Sabu gives a charming, energetic performance as the thief Abu. The young star came into prominence in 1937’s ELEPHANT BOY at the age of 13, and is fondly remembered as Mowgli in the 1942 THE JUNGLE BOOK, as well as a string of Universal/Maria Montez/Jon Hall costumers. The great Conrad Veidt is the personification of evil as Jaffar, in what may very well be his best role of the sound era. John Justin (Ahmad) is handsome and heroic; he had a long screen career mainly in Britain, later popping up in some of Ken Russell’s 70’s films. June Duprez is lovely indeed as the Princess; among her movie credits are THE FOUR FEATHERS, NONE BUT THE LONELY HEART, and AND THEN THERE WERE NONE. Miles Malleson (The Sultan) also wrote the film’s screenplay; horror fans will recognize him from DEAD OF NIGHT , PEEPING TOM , and the Hammer entries HORROR OF DRACULA , HOUND OF THE BASKERVILLES, BRIDES OF DRACULA, and THE PHANTOM OF THE OPERA.

The there’s Rex Ingram, the American actor playing the Djinn. Ingram’s genie is no joking Robin Williams, but a towering titan of malevolence who only does Sabu’s bidding when the thief tricks him back inside the bottle. Ingram made his film debut in 1918’s TARZAN OF THE APES as an uncredited native. His booming voice landed him the plumb role of De Lawd in the 1936 all-black cast THE GREEN PASTURES, but like most black actors of the era, Ingram never broke the color barrier to major stardom. His talent could not be denied however, and he worked steadily in films: THE ADVENTURES OF HUCKLEBERRY FINN (as Jim opposite Mickey Rooney’s Huck), THE TALK OF THE TOWN (as Ronald Colman’s valet), the all-black musical fantasy CABIN IN THE SKY, the war drama SAHARA, A THOUSAND AND ONE NIGHTS (as a giant reminiscent of his Djinn), GOD’S LITTLE ACRE, ANNA LUCASTA (as Eartha Kitt’s father), and his last, Otto Preminger’s HURRY SUNDOWN. Ingram also stands out in a 1969 episode of GUNSMOKE as an aging ex-slave.
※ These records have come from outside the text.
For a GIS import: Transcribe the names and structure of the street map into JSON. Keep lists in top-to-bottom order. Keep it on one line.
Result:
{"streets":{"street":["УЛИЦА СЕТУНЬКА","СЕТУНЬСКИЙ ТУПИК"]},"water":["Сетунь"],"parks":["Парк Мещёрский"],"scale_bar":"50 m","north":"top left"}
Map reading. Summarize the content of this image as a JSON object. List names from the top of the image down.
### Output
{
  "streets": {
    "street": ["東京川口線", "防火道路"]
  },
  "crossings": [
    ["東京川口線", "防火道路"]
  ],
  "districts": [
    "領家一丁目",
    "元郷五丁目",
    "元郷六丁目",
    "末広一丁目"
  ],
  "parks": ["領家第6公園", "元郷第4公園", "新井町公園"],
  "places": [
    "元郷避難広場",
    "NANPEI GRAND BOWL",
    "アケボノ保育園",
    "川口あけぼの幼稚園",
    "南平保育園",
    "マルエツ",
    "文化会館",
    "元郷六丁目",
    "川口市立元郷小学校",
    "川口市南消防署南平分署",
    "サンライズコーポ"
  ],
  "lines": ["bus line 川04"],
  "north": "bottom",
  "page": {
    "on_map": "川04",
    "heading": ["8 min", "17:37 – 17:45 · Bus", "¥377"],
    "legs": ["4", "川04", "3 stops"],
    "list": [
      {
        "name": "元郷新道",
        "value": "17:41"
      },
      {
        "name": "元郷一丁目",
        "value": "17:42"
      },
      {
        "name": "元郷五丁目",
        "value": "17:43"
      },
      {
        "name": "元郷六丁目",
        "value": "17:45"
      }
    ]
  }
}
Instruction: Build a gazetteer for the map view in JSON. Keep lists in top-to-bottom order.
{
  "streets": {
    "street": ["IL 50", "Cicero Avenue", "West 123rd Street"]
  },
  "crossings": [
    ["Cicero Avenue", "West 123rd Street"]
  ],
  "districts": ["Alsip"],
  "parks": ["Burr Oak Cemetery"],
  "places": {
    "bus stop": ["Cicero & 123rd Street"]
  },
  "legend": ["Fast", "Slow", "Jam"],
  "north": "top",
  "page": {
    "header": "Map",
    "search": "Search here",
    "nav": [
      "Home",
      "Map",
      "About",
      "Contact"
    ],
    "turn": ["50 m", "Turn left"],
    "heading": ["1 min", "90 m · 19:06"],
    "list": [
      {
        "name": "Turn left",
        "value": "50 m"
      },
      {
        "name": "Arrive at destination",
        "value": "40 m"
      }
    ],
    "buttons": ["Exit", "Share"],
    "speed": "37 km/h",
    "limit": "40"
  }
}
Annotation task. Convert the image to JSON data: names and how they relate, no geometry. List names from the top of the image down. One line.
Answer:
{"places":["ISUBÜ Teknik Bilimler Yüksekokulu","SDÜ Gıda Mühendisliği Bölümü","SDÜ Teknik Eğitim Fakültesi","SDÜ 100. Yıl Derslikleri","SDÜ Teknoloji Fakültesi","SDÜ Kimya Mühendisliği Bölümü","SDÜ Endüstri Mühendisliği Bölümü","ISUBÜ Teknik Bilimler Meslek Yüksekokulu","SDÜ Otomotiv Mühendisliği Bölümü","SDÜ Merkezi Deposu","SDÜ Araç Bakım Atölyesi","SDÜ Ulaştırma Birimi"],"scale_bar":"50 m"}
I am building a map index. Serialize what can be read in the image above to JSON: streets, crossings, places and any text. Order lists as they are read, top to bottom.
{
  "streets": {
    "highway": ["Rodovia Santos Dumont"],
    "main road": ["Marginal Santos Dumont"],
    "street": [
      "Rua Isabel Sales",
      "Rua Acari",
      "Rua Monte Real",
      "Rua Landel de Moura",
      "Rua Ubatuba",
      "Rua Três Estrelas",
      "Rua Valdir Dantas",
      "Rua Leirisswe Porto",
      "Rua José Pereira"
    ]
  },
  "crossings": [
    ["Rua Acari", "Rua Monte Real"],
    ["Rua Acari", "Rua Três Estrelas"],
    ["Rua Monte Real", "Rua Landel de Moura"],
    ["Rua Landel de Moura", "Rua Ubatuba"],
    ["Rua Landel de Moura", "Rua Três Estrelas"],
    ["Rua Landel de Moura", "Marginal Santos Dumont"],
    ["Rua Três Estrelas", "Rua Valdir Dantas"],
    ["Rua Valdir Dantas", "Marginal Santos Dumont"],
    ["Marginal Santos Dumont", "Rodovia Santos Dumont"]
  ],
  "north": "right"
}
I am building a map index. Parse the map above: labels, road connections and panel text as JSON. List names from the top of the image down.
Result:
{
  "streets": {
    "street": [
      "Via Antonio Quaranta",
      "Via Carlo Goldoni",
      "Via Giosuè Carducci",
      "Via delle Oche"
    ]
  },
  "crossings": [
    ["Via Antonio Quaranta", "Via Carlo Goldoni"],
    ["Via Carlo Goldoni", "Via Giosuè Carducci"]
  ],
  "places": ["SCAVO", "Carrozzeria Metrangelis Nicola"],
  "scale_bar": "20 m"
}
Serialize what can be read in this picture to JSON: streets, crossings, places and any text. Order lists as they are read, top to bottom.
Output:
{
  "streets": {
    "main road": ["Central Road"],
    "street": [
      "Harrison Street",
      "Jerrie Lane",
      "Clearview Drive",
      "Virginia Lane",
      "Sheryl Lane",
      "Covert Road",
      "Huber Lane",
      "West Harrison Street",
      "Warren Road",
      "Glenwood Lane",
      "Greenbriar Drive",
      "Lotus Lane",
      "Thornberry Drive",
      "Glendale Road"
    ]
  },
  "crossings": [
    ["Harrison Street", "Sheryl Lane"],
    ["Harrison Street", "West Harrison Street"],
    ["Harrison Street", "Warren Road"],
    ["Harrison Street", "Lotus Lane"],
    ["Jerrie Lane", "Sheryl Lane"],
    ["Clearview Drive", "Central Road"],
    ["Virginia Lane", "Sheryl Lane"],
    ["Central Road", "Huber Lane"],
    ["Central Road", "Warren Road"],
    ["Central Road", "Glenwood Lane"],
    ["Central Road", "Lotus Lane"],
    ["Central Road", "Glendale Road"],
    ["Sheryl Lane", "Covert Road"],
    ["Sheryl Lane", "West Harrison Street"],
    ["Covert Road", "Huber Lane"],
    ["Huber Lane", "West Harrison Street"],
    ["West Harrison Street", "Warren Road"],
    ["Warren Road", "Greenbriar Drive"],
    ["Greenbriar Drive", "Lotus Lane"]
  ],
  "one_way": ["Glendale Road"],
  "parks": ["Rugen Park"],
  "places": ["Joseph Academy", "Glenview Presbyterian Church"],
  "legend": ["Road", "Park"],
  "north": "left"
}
THE THIEF OF BAGDAD was started by German director Ludwig Berger. Producer Korda, unhappy with the results, replaced him with Michael Powell, assisted by Tim Whelan. When financing and the war in Europe ground production to a halt, Korda moved filming to Hollywood, where William Cameron Menzies and Zoltan Korda took turns in the director’s chair. Menzies worked on the ’24 version, and his fingerprints are all over this one, though art direction and production design are credited to another Korda brother, Vincent. The Oscar was also awarded to the movie for its dazzling Special Effects. Lawrence Butler pioneered the bluescreen travelling matte process in this film, a process still in use today. Though primitive compared to CGI, it holds up well, and should be viewed from a historic standpoint. Miklos Rozsa’s outstanding score earned the composer his first Oscar nomination, though he lost to PINOCCHIO. THE THIEF OF BAGDAD is truly a classic fantasy film, and has a 100% rating on Rotten Tomatoes. Then again, so does PADDINGTON 2, so don’t take their word for it… see it yourself, and prepare to be enchanted!

 

 

A Bout De Souffle: Robert Siodmak’s CRISS CROSS (Universal-International 1949)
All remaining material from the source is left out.